EXERCISE DIRECTIONS
Reprint every entry, character for character.

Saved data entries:
• • • •

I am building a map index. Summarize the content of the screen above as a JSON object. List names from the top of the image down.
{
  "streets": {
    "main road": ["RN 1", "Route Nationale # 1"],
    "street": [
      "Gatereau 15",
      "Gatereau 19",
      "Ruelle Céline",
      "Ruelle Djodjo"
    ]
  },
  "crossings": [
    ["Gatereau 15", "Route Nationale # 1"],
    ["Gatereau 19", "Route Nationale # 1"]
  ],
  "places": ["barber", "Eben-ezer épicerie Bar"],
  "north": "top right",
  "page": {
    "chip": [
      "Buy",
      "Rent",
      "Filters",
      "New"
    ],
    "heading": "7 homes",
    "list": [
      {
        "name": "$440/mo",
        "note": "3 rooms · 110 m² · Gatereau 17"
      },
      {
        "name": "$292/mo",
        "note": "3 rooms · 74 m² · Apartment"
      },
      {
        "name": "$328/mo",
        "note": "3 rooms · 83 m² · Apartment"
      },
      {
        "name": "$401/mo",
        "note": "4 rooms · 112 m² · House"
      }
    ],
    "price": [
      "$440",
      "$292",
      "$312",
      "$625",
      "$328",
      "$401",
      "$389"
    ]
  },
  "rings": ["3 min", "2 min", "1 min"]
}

• • • •

ANSWER TO THE EXERCISE
I am building a map index. Summarize the content of the screen above as a JSON object. List names from the top of the image down.
{
  "streets": {
    "main road": ["RN 1", "Route Nationale # 1"],
    "street": [
      "Gatereau 15",
      "Gatereau 19",
      "Ruelle Céline",
      "Ruelle Djodjo"
    ]
  },
  "crossings": [
    ["Gatereau 15", "Route Nationale # 1"],
    ["Gatereau 19", "Route Nationale # 1"]
  ],
  "places": ["barber", "Eben-ezer épicerie Bar"],
  "north": "top right",
  "page": {
    "chip": [
      "Buy",
      "Rent",
      "Filters",
      "New"
    ],
    "heading": "7 homes",
    "list": [
      {
        "name": "$440/mo",
        "note": "3 rooms · 110 m² · Gatereau 17"
      },
      {
        "name": "$292/mo",
        "note": "3 rooms · 74 m² · Apartment"
      },
      {
        "name": "$328/mo",
        "note": "3 rooms · 83 m² · Apartment"
      },
      {
        "name": "$401/mo",
        "note": "4 rooms · 112 m² · House"
      }
    ],
    "price": [
      "$440",
      "$292",
      "$312",
      "$625",
      "$328",
      "$401",
      "$389"
    ]
  },
  "rings": ["3 min", "2 min", "1 min"]
}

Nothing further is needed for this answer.